When you repeat the listing below, keep every word exactly and leave out each picture.

++++++++++++++++++++

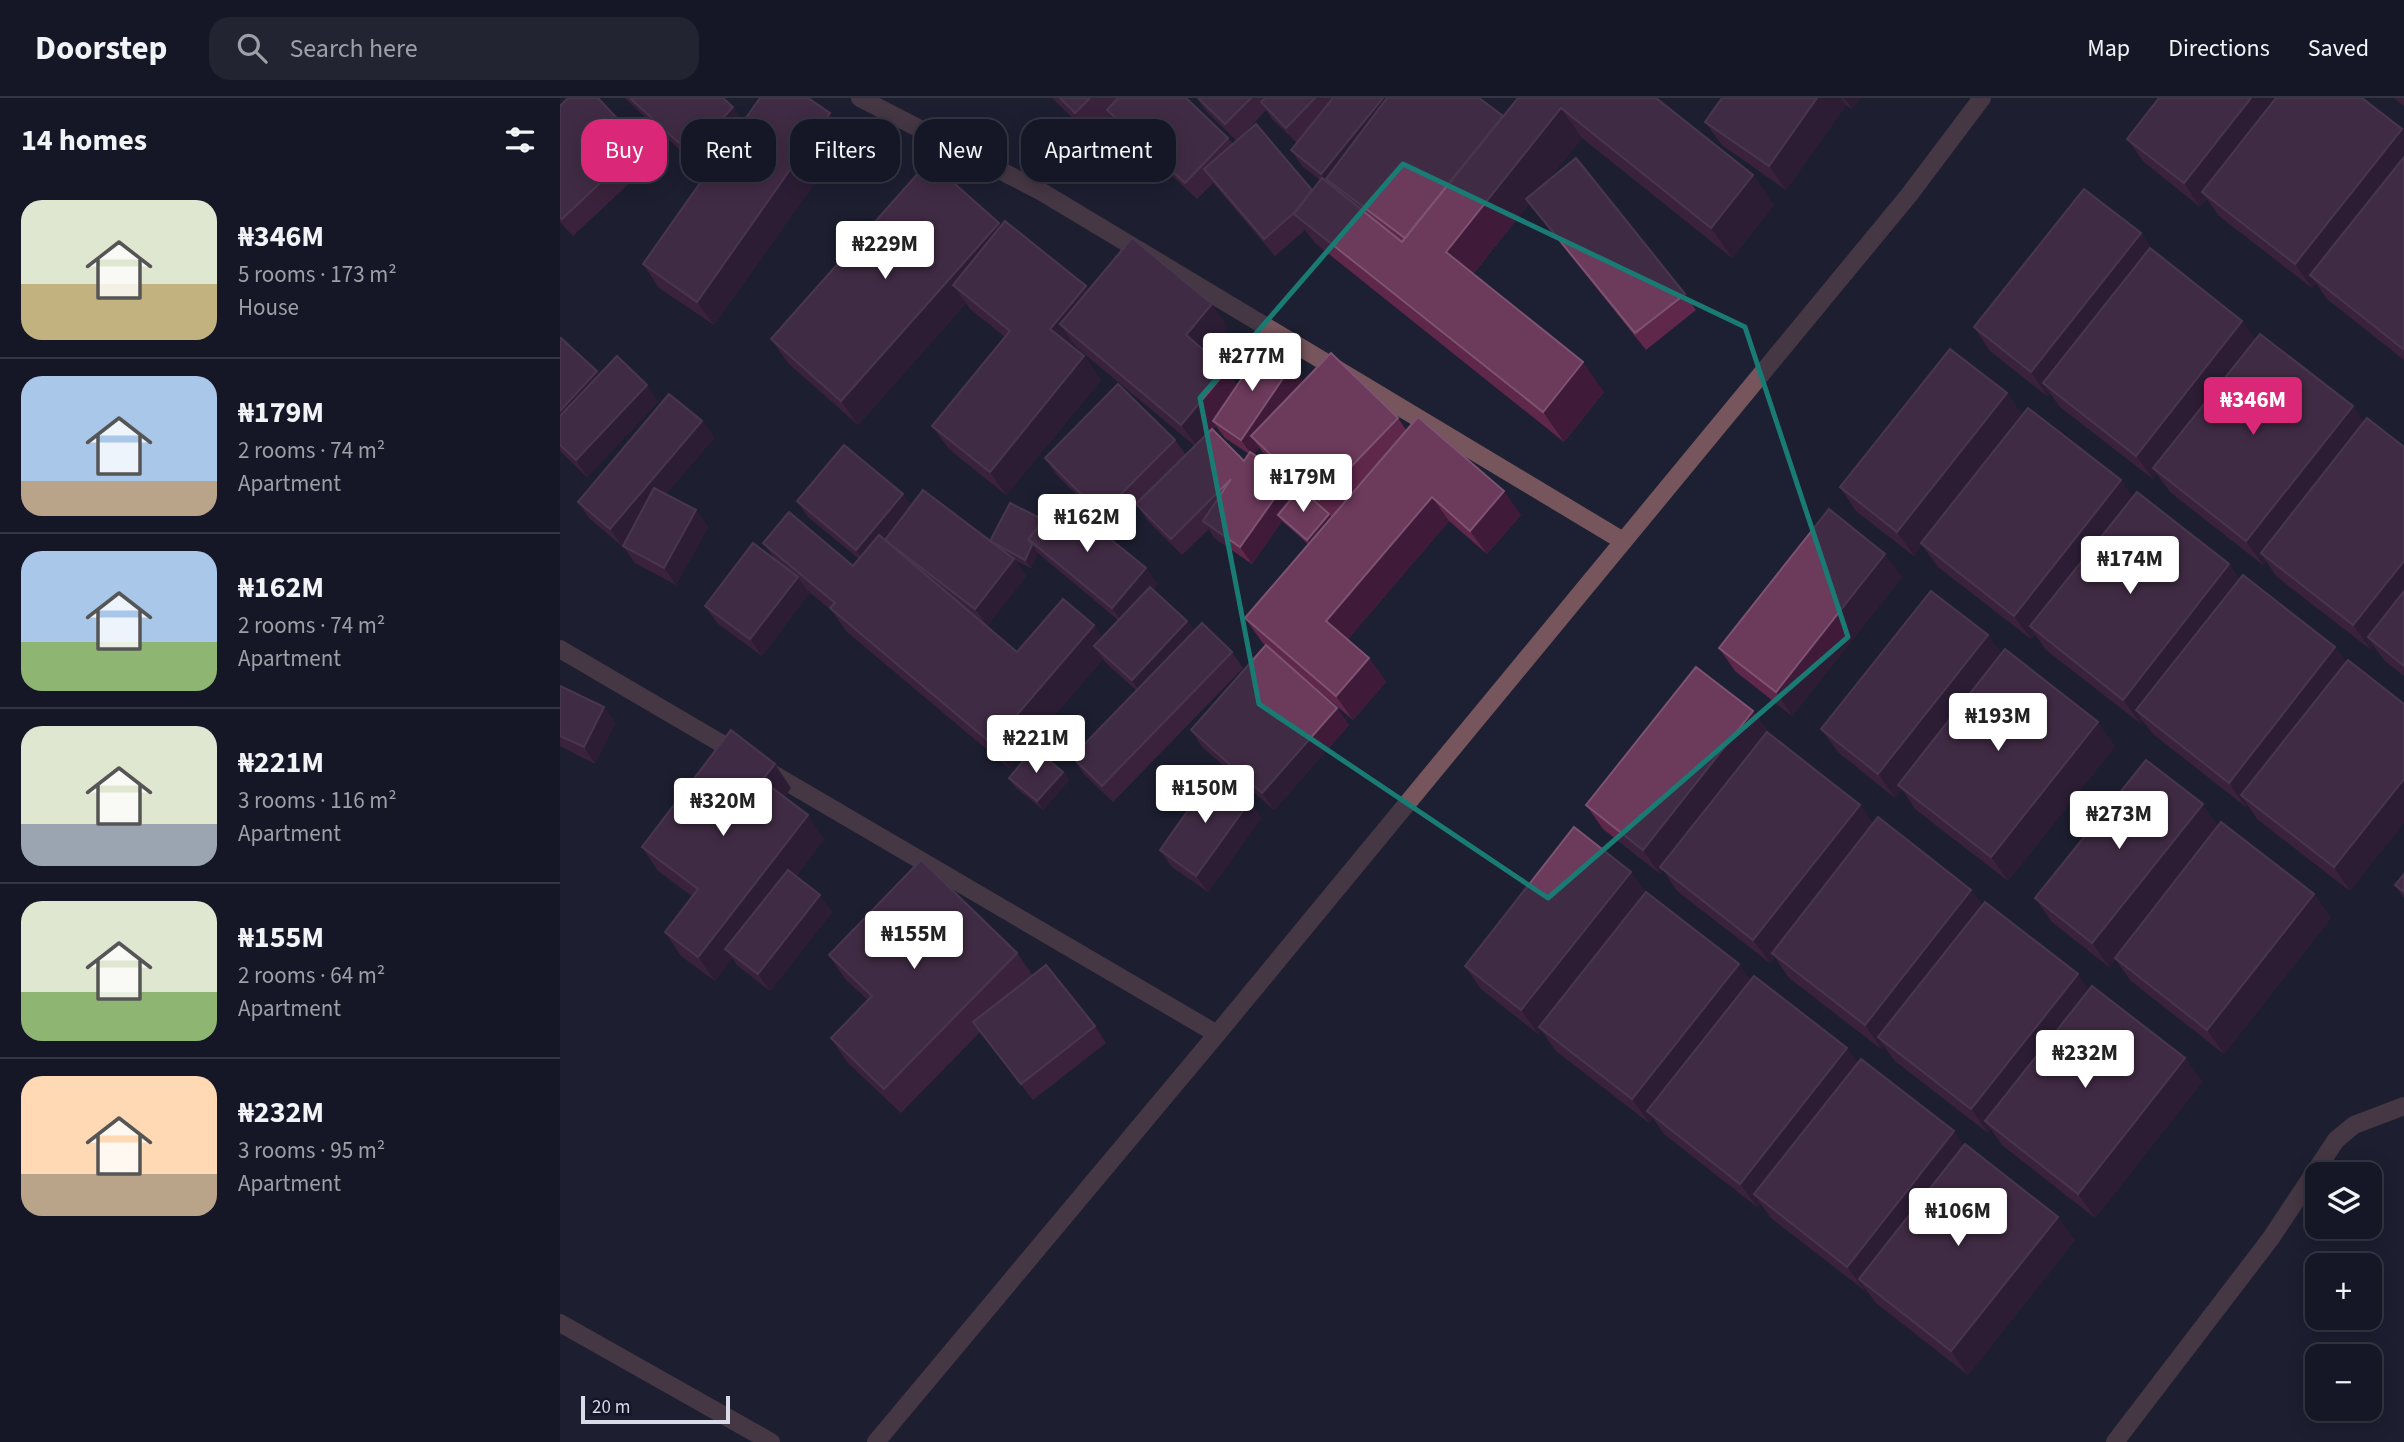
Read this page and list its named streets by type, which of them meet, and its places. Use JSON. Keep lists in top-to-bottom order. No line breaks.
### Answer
{"scale_bar":"20 m","page":{"header":"Doorstep","search":"Search here","nav":["Map","Directions","Saved"],"heading":"14 homes","chip":["Buy","Rent","Filters","New","Apartment"],"list":[{"name":"₦346M","note":"5 rooms · 173 m² · House"},{"name":"₦179M","note":"2 rooms · 74 m² · Apartment"},{"name":"₦162M","note":"2 rooms · 74 m² · Apartment"},{"name":"₦221M","note":"3 rooms · 116 m² · Apartment"},{"name":"₦155M","note":"2 rooms · 64 m² · Apartment"},{"name":"₦232M","note":"3 rooms · 95 m² · Apartment"}],"price":["₦229M","₦277M","₦346M","₦179M","₦162M","₦174M","₦193M","₦221M","₦150M","₦320M","₦273M","₦155M","₦232M","₦106M"],"map_buttons":["+","−"],"scale":"20 m"}}
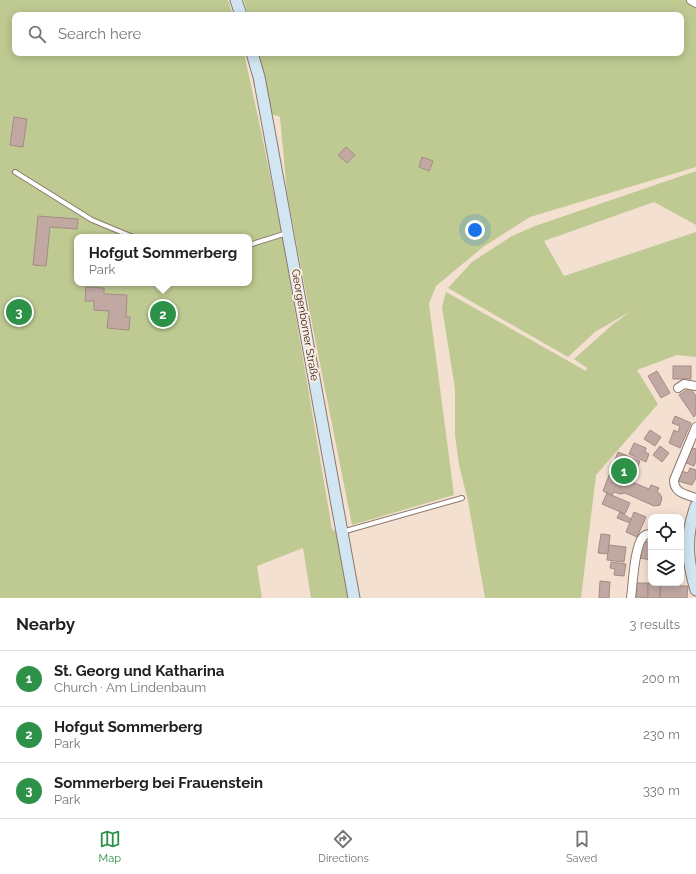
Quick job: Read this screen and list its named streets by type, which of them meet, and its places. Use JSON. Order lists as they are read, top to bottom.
{
  "streets": {
    "main road": ["Georgenborner Straße"]
  },
  "page": {
    "search": "Search here",
    "popup": ["Hofgut Sommerberg", "Park"],
    "pins": ["3", "2", "1"],
    "heading": ["Nearby", "3 results"],
    "list": [
      {
        "mark": "1",
        "name": "St. Georg und Katharina",
        "note": "Church · Am Lindenbaum",
        "value": "200 m"
      },
      {
        "mark": "2",
        "name": "Hofgut Sommerberg",
        "note": "Park",
        "value": "230 m"
      },
      {
        "mark": "3",
        "name": "Sommerberg bei Frauenstein",
        "note": "Park",
        "value": "330 m"
      }
    ],
    "nav": ["Map", "Directions", "Saved"]
  }
}
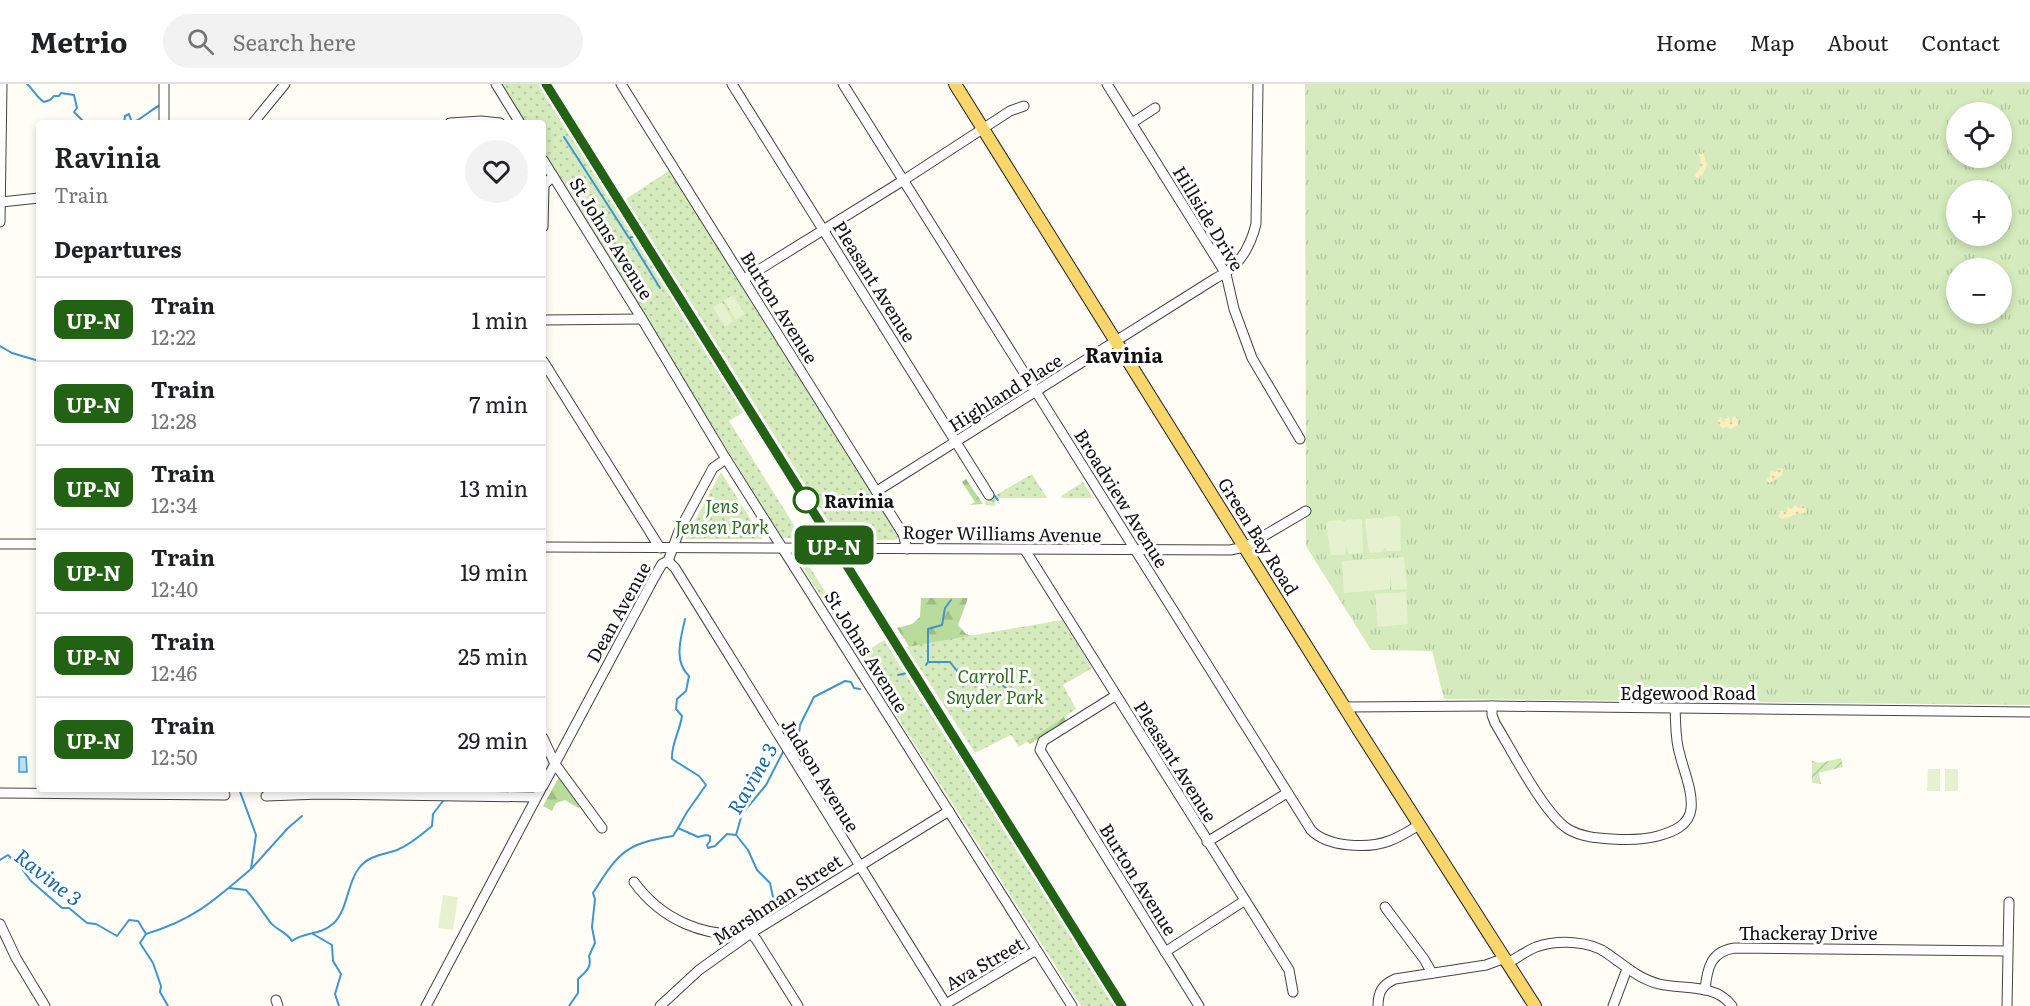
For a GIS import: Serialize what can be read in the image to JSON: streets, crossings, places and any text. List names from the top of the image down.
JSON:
{
  "streets": {
    "main road": ["Green Bay Road"],
    "street": [
      "Hillside Drive",
      "St Johns Avenue",
      "Pleasant Avenue",
      "Burton Avenue",
      "Highland Place",
      "Broadview Avenue",
      "Roger Williams Avenue",
      "Dean Avenue",
      "Edgewood Road",
      "Judson Avenue",
      "Marshman Street",
      "Thackeray Drive",
      "Ava Street"
    ]
  },
  "crossings": [
    ["Hillside Drive", "Highland Place"],
    ["St Johns Avenue", "Roger Williams Avenue"],
    ["St Johns Avenue", "Dean Avenue"],
    ["St Johns Avenue", "Marshman Street"],
    ["St Johns Avenue", "Ava Street"],
    ["Pleasant Avenue", "Burton Avenue"],
    ["Pleasant Avenue", "Highland Place"],
    ["Pleasant Avenue", "Roger Williams Avenue"],
    ["Burton Avenue", "Highland Place"],
    ["Burton Avenue", "Roger Williams Avenue"],
    ["Highland Place", "Broadview Avenue"],
    ["Highland Place", "Green Bay Road"],
    ["Broadview Avenue", "Roger Williams Avenue"],
    ["Broadview Avenue", "Green Bay Road"],
    ["Roger Williams Avenue", "Green Bay Road"],
    ["Roger Williams Avenue", "Dean Avenue"],
    ["Green Bay Road", "Edgewood Road"],
    ["Dean Avenue", "Judson Avenue"],
    ["Judson Avenue", "Marshman Street"],
    ["Judson Avenue", "Ava Street"]
  ],
  "districts": ["Ravinia"],
  "water": ["Ravine 3"],
  "parks": ["Jens Jensen Park", "Carroll F. Snyder Park"],
  "places": ["Ravinia"],
  "page": {
    "header": "Metrio",
    "search": "Search here",
    "nav": [
      "Home",
      "Map",
      "About",
      "Contact"
    ],
    "on_map": "UP-N",
    "map_buttons": ["+", "−"],
    "heading": [
      ["Ravinia", "Train"],
      "Departures"
    ],
    "list": [
      {
        "mark": "UP-N",
        "name": "Train",
        "note": "12:22",
        "value": "1 min"
      },
      {
        "mark": "UP-N",
        "name": "Train",
        "note": "12:28",
        "value": "7 min"
      },
      {
        "mark": "UP-N",
        "name": "Train",
        "note": "12:34",
        "value": "13 min"
      },
      {
        "mark": "UP-N",
        "name": "Train",
        "note": "12:40",
        "value": "19 min"
      },
      {
        "mark": "UP-N",
        "name": "Train",
        "note": "12:46",
        "value": "25 min"
      },
      {
        "mark": "UP-N",
        "name": "Train",
        "note": "12:50",
        "value": "29 min"
      }
    ]
  }
}
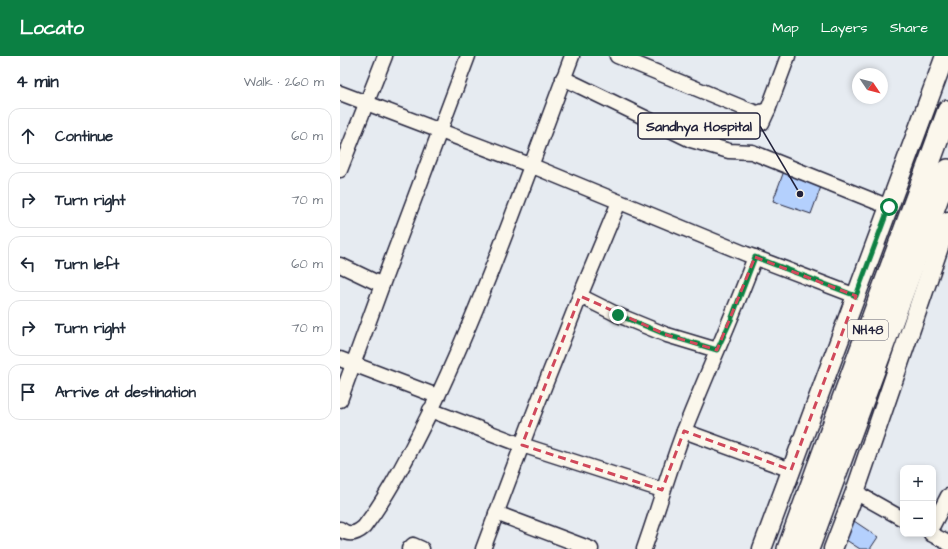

++++++++++++++++++++

## Expected output
Read this page and list its named streets by type, which of them meet, and its places. Use JSON. Keep lists in top-to-bottom order. No line breaks.
### Answer
{"scale_bar":"20 m","page":{"header":"Doorstep","search":"Search here","nav":["Map","Directions","Saved"],"heading":"14 homes","chip":["Buy","Rent","Filters","New","Apartment"],"list":[{"name":"₦346M","note":"5 rooms · 173 m² · House"},{"name":"₦179M","note":"2 rooms · 74 m² · Apartment"},{"name":"₦162M","note":"2 rooms · 74 m² · Apartment"},{"name":"₦221M","note":"3 rooms · 116 m² · Apartment"},{"name":"₦155M","note":"2 rooms · 64 m² · Apartment"},{"name":"₦232M","note":"3 rooms · 95 m² · Apartment"}],"price":["₦229M","₦277M","₦346M","₦179M","₦162M","₦174M","₦193M","₦221M","₦150M","₦320M","₦273M","₦155M","₦232M","₦106M"],"map_buttons":["+","−"],"scale":"20 m"}}
Quick job: Read this screen and list its named streets by type, which of them meet, and its places. Use JSON. Order lists as they are read, top to bottom.
{
  "streets": {
    "main road": ["Georgenborner Straße"]
  },
  "page": {
    "search": "Search here",
    "popup": ["Hofgut Sommerberg", "Park"],
    "pins": ["3", "2", "1"],
    "heading": ["Nearby", "3 results"],
    "list": [
      {
        "mark": "1",
        "name": "St. Georg und Katharina",
        "note": "Church · Am Lindenbaum",
        "value": "200 m"
      },
      {
        "mark": "2",
        "name": "Hofgut Sommerberg",
        "note": "Park",
        "value": "230 m"
      },
      {
        "mark": "3",
        "name": "Sommerberg bei Frauenstein",
        "note": "Park",
        "value": "330 m"
      }
    ],
    "nav": ["Map", "Directions", "Saved"]
  }
}
For a GIS import: Serialize what can be read in the image to JSON: streets, crossings, places and any text. List names from the top of the image down.
JSON:
{
  "streets": {
    "main road": ["Green Bay Road"],
    "street": [
      "Hillside Drive",
      "St Johns Avenue",
      "Pleasant Avenue",
      "Burton Avenue",
      "Highland Place",
      "Broadview Avenue",
      "Roger Williams Avenue",
      "Dean Avenue",
      "Edgewood Road",
      "Judson Avenue",
      "Marshman Street",
      "Thackeray Drive",
      "Ava Street"
    ]
  },
  "crossings": [
    ["Hillside Drive", "Highland Place"],
    ["St Johns Avenue", "Roger Williams Avenue"],
    ["St Johns Avenue", "Dean Avenue"],
    ["St Johns Avenue", "Marshman Street"],
    ["St Johns Avenue", "Ava Street"],
    ["Pleasant Avenue", "Burton Avenue"],
    ["Pleasant Avenue", "Highland Place"],
    ["Pleasant Avenue", "Roger Williams Avenue"],
    ["Burton Avenue", "Highland Place"],
    ["Burton Avenue", "Roger Williams Avenue"],
    ["Highland Place", "Broadview Avenue"],
    ["Highland Place", "Green Bay Road"],
    ["Broadview Avenue", "Roger Williams Avenue"],
    ["Broadview Avenue", "Green Bay Road"],
    ["Roger Williams Avenue", "Green Bay Road"],
    ["Roger Williams Avenue", "Dean Avenue"],
    ["Green Bay Road", "Edgewood Road"],
    ["Dean Avenue", "Judson Avenue"],
    ["Judson Avenue", "Marshman Street"],
    ["Judson Avenue", "Ava Street"]
  ],
  "districts": ["Ravinia"],
  "water": ["Ravine 3"],
  "parks": ["Jens Jensen Park", "Carroll F. Snyder Park"],
  "places": ["Ravinia"],
  "page": {
    "header": "Metrio",
    "search": "Search here",
    "nav": [
      "Home",
      "Map",
      "About",
      "Contact"
    ],
    "on_map": "UP-N",
    "map_buttons": ["+", "−"],
    "heading": [
      ["Ravinia", "Train"],
      "Departures"
    ],
    "list": [
      {
        "mark": "UP-N",
        "name": "Train",
        "note": "12:22",
        "value": "1 min"
      },
      {
        "mark": "UP-N",
        "name": "Train",
        "note": "12:28",
        "value": "7 min"
      },
      {
        "mark": "UP-N",
        "name": "Train",
        "note": "12:34",
        "value": "13 min"
      },
      {
        "mark": "UP-N",
        "name": "Train",
        "note": "12:40",
        "value": "19 min"
      },
      {
        "mark": "UP-N",
        "name": "Train",
        "note": "12:46",
        "value": "25 min"
      },
      {
        "mark": "UP-N",
        "name": "Train",
        "note": "12:50",
        "value": "29 min"
      }
    ]
  }
}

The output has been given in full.